▸ **Problem details**: Scan the entries line by line and return those with "linejoin".

Collected data entries:
======
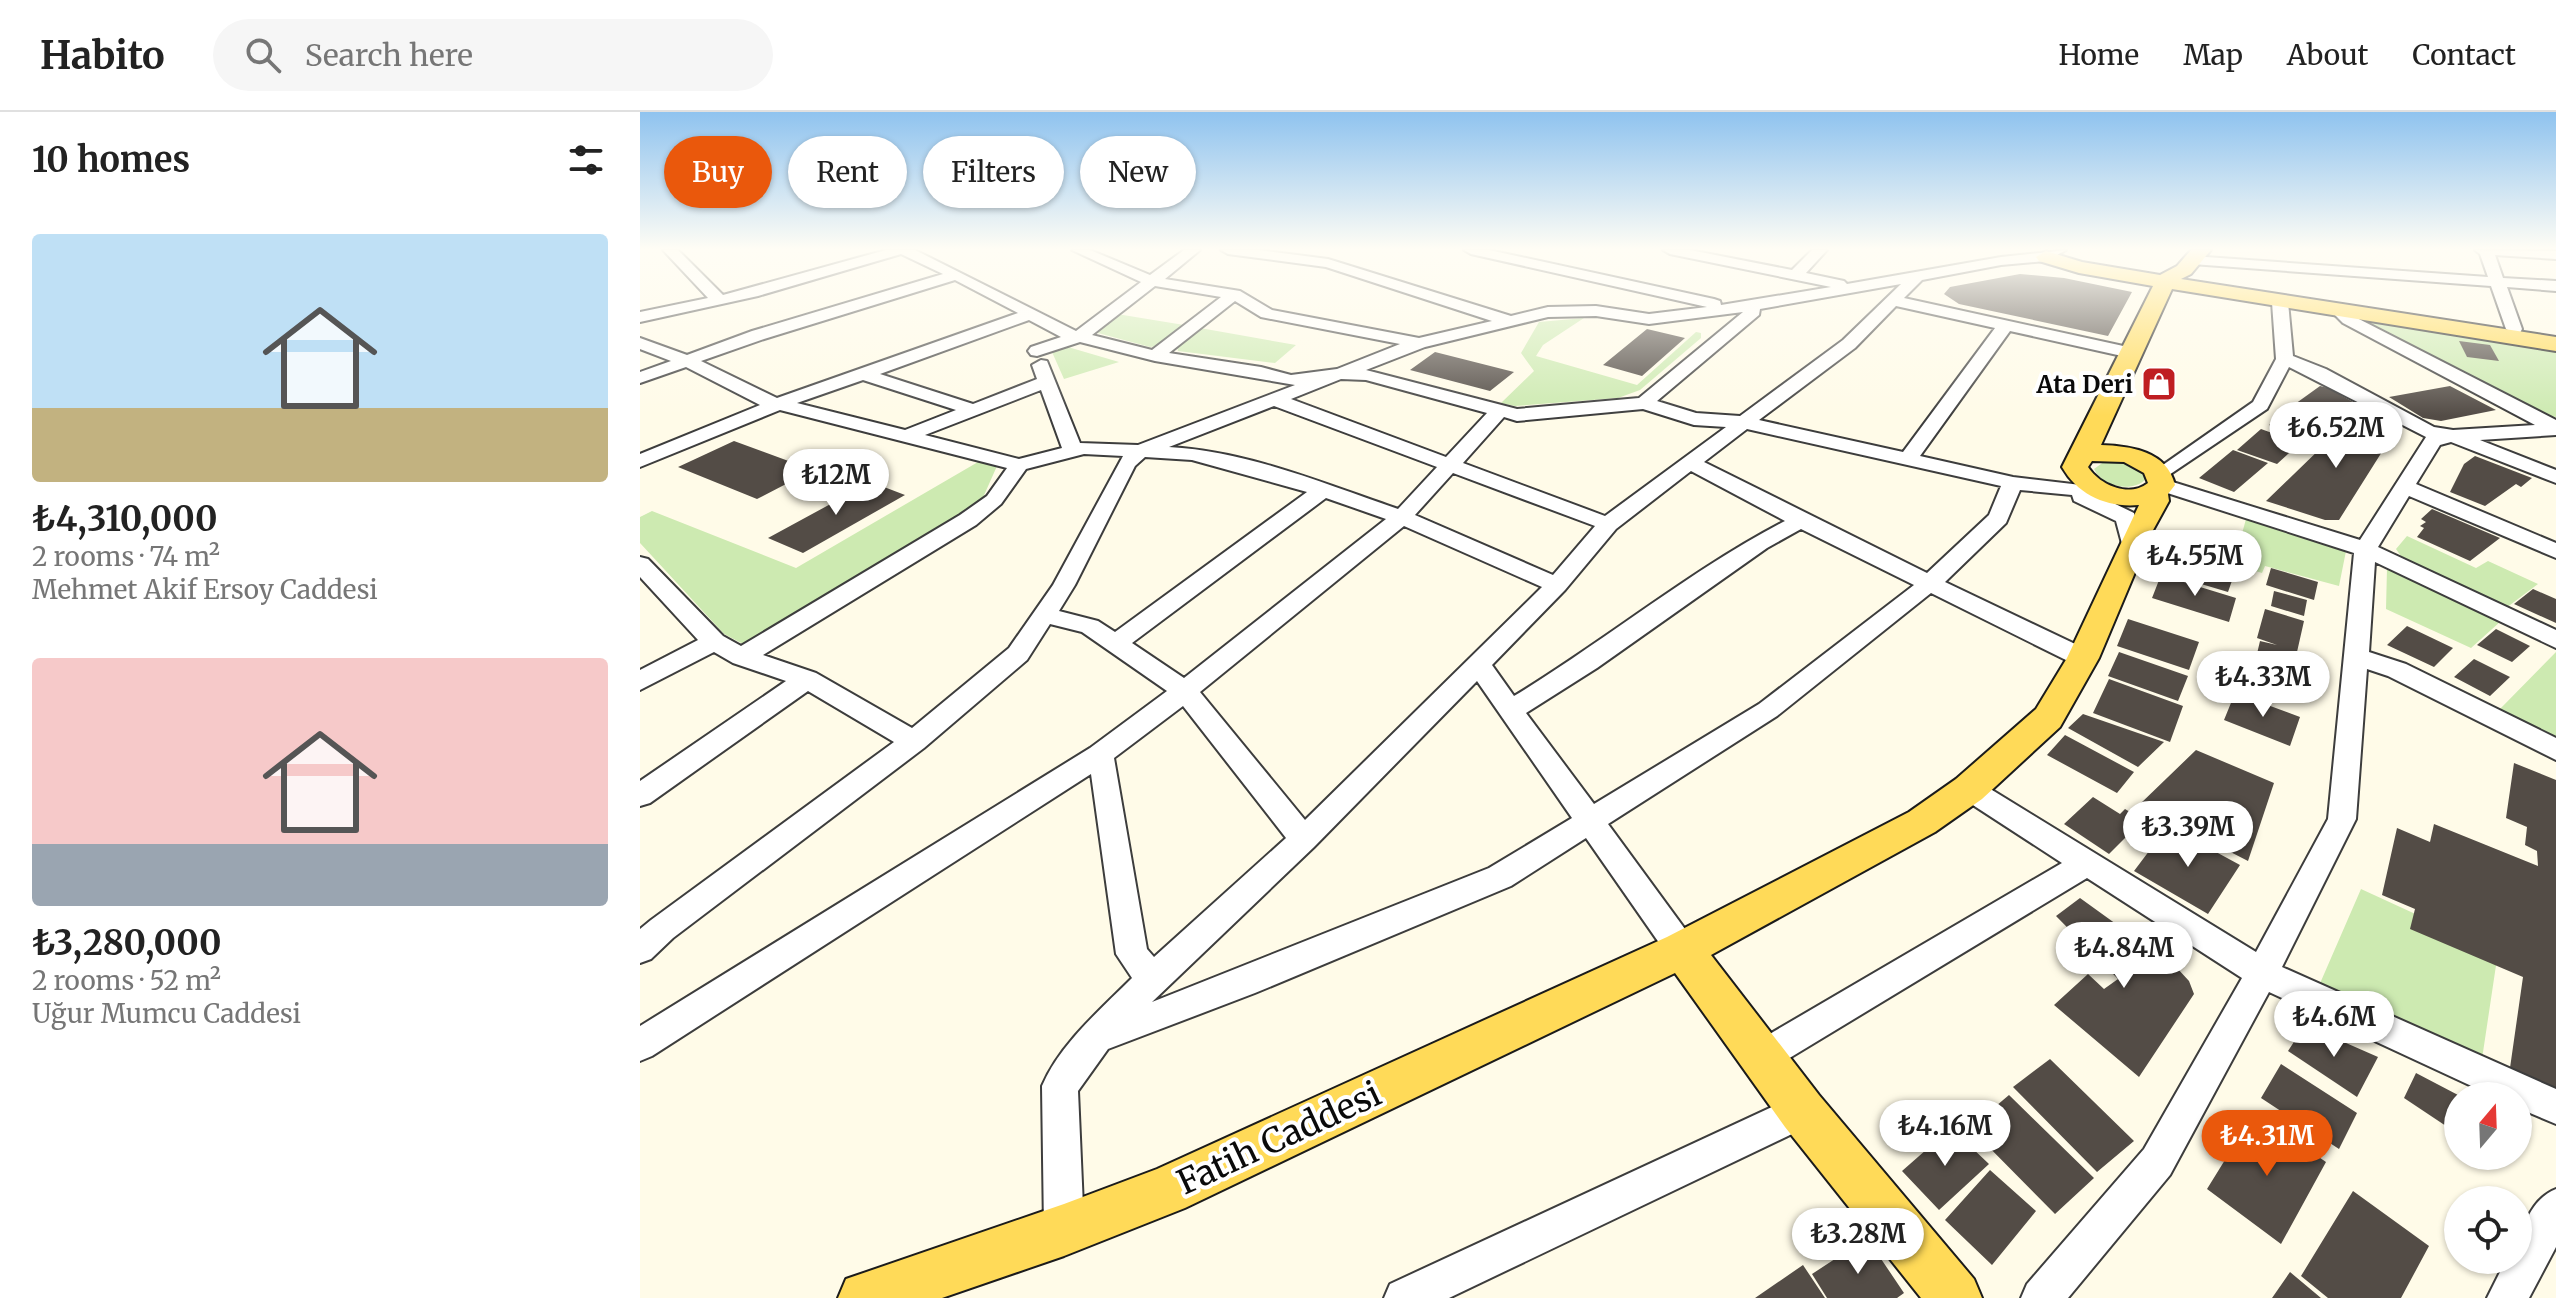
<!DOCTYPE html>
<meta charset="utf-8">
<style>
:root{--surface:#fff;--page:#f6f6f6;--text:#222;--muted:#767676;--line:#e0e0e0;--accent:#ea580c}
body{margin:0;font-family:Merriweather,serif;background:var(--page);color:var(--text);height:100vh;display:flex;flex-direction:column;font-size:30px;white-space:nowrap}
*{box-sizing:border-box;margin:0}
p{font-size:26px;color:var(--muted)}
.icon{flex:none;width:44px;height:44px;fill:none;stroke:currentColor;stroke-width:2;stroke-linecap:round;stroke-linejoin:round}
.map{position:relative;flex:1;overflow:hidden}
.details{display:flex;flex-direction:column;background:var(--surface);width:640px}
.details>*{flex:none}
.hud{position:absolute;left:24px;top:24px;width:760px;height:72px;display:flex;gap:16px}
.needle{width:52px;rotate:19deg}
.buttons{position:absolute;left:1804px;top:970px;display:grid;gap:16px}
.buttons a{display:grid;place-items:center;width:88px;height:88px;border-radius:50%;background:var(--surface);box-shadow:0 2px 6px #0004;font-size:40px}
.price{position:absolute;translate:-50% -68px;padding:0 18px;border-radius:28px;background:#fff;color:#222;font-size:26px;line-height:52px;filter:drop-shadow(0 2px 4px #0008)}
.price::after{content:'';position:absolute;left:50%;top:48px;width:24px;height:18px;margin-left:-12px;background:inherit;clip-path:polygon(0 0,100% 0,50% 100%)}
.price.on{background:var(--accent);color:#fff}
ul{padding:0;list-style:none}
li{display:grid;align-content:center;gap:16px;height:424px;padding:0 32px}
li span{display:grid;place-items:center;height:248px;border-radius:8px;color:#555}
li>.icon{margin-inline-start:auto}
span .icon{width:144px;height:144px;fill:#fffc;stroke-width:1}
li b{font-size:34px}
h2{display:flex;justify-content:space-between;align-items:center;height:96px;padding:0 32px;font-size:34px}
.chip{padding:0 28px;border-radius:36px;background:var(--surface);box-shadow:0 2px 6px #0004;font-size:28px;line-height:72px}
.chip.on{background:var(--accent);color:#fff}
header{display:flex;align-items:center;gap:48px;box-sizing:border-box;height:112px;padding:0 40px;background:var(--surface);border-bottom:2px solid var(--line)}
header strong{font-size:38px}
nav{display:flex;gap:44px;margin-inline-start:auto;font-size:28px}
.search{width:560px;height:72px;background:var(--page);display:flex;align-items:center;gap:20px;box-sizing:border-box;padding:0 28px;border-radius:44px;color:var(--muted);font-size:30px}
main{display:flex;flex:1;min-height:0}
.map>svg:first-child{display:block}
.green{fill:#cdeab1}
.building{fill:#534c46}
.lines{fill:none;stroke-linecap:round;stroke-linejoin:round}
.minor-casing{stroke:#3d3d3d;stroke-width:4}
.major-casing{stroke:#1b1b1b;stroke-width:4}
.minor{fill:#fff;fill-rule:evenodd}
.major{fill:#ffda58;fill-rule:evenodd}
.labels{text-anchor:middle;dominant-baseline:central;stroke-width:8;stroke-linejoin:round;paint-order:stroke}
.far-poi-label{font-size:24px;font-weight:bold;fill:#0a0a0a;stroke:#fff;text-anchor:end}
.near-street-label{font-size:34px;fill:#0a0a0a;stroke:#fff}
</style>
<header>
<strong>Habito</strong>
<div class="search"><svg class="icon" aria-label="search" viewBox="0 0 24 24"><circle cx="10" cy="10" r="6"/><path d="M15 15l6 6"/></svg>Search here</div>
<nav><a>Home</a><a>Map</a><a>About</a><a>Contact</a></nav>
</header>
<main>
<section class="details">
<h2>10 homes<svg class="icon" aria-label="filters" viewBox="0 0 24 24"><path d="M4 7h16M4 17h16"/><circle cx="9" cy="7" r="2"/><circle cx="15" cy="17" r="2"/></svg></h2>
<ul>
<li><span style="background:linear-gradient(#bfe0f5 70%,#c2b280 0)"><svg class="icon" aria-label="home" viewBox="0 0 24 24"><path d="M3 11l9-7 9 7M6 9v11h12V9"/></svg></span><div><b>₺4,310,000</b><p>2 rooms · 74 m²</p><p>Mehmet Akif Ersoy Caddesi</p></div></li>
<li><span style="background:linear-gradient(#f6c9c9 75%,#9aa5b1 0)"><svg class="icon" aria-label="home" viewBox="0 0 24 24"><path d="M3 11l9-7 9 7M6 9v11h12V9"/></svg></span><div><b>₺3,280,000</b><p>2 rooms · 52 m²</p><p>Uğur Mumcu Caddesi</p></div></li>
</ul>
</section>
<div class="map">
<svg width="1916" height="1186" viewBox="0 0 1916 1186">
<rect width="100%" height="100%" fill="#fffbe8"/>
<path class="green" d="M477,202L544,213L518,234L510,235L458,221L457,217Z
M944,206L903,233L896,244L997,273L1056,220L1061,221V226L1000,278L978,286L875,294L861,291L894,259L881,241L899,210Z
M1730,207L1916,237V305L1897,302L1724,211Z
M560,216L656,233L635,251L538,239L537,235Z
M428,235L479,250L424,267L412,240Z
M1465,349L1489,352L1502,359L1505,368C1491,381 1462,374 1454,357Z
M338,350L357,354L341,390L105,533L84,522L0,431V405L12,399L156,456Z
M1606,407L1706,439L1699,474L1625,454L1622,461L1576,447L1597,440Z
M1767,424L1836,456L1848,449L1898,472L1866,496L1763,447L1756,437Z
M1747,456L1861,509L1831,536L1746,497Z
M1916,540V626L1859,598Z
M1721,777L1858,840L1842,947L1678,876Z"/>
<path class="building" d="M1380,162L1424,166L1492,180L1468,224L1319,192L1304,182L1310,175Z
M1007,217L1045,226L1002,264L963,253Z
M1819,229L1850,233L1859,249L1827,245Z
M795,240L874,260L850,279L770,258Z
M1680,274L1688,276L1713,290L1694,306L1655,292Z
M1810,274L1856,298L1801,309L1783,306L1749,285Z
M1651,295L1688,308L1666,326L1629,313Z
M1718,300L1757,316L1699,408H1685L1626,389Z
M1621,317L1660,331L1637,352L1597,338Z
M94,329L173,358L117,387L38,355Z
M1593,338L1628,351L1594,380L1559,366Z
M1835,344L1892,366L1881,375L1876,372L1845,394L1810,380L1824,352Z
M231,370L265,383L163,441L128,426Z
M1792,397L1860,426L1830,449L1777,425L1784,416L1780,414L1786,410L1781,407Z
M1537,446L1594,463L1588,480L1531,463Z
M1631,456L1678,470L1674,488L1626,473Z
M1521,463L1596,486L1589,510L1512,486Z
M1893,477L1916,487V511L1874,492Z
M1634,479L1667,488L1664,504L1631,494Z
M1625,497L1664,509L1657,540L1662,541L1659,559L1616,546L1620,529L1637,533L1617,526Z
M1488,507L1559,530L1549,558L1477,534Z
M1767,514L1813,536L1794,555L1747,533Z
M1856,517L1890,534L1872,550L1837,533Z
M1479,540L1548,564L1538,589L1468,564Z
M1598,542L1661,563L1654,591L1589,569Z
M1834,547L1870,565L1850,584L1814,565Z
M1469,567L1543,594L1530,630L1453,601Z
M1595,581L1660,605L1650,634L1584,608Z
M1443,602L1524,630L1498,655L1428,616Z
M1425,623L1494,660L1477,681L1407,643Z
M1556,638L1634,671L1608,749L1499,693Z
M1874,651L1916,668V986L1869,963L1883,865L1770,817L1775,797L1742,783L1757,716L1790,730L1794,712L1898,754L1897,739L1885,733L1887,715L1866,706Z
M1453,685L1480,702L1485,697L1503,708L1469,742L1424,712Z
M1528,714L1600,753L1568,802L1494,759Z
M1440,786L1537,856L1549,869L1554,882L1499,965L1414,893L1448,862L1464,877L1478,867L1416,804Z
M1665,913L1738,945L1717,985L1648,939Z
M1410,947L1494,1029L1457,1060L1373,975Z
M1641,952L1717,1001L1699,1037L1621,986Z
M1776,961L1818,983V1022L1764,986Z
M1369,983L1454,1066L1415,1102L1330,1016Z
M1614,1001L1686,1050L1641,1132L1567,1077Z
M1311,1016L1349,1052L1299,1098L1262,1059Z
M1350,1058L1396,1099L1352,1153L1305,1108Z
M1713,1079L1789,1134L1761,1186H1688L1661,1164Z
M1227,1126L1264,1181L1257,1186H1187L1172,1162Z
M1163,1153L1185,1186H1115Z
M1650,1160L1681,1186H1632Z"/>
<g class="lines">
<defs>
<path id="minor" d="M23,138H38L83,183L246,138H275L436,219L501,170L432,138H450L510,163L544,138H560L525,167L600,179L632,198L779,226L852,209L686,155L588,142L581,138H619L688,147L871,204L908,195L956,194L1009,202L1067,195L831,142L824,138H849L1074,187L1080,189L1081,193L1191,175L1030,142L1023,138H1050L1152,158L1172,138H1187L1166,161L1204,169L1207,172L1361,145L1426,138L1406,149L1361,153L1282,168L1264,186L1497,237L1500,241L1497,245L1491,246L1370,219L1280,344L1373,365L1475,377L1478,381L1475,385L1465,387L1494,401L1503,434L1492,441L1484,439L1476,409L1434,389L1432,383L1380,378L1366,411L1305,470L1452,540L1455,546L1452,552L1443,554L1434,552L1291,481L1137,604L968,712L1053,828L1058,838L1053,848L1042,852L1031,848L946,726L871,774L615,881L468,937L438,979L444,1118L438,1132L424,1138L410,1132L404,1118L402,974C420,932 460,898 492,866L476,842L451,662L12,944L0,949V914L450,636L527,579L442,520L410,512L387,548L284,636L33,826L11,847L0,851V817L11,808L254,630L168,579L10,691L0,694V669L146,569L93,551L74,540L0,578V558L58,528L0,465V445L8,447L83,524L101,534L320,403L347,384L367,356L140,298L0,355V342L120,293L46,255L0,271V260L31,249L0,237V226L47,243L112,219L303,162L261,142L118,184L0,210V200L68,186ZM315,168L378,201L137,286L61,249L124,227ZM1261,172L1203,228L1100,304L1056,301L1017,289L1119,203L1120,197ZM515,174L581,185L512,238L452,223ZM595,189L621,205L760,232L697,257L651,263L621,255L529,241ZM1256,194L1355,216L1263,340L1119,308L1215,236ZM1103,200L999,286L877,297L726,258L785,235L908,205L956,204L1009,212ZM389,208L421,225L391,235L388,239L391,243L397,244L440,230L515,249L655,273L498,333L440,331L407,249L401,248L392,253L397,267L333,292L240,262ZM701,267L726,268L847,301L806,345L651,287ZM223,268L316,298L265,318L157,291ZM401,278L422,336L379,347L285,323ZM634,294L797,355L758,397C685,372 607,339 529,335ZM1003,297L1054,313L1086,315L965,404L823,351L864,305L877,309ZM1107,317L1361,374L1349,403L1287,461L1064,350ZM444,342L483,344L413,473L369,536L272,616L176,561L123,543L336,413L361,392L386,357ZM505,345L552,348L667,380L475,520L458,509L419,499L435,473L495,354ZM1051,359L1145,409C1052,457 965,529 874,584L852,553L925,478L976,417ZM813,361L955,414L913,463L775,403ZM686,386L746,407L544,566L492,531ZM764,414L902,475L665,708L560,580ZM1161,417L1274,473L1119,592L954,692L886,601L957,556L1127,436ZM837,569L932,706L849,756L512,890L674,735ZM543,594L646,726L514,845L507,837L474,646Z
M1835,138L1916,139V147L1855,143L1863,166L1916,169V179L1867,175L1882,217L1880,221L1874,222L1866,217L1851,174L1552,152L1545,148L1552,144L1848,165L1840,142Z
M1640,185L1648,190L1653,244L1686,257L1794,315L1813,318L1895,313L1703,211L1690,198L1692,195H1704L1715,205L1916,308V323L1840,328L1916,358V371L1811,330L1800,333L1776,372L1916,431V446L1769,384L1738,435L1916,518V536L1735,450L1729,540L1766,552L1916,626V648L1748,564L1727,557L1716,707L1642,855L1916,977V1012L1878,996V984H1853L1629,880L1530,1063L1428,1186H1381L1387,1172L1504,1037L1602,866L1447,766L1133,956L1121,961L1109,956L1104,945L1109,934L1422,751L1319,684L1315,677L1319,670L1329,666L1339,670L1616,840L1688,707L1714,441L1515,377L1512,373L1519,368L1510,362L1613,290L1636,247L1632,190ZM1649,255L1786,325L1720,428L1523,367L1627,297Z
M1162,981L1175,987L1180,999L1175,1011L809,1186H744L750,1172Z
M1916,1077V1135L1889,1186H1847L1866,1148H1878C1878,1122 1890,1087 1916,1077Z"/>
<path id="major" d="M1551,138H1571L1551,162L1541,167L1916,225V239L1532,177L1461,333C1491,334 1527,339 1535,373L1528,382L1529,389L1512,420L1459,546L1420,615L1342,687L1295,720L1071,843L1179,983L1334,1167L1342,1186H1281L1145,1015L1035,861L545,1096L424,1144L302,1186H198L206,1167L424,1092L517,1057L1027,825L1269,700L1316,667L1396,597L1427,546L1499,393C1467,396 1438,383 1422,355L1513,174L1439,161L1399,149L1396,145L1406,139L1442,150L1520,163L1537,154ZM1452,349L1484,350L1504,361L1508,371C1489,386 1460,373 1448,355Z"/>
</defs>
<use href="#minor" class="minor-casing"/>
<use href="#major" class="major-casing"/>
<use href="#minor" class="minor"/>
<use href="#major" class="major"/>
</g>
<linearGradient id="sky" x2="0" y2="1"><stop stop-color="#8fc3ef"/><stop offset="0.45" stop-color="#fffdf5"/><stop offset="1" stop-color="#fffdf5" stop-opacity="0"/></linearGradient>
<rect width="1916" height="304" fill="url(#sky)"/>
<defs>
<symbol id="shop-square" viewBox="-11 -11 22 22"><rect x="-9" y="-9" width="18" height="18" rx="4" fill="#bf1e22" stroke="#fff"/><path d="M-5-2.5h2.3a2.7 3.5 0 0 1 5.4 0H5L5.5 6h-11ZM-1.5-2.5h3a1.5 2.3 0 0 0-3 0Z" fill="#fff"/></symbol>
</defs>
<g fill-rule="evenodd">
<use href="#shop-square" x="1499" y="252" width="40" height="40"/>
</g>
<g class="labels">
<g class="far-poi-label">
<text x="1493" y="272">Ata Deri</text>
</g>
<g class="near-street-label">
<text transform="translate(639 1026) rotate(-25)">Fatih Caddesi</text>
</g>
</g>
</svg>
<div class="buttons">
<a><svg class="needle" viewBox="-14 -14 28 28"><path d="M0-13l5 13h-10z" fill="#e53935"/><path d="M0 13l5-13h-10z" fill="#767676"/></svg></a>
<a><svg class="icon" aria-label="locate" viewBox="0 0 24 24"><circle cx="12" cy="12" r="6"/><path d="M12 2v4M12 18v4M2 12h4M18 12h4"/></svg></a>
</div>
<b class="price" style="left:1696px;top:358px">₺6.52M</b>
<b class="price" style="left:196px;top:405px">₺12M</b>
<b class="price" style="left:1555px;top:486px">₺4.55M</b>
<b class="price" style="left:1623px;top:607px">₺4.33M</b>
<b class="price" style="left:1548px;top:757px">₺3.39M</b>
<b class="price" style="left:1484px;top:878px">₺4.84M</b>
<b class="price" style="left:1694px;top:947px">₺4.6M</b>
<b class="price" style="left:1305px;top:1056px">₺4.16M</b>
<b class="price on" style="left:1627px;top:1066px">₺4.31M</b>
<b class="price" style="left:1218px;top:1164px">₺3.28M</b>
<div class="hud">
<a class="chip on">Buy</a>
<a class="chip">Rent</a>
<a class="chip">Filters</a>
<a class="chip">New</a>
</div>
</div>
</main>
======
▸ **Solution to this exercise**:
.icon{flex:none;width:44px;height:44px;fill:none;stroke:currentColor;stroke-width:2;stroke-linecap:round;stroke-linejoin:round}
.lines{fill:none;stroke-linecap:round;stroke-linejoin:round}
.labels{text-anchor:middle;dominant-baseline:central;stroke-width:8;stroke-linejoin:round;paint-order:stroke}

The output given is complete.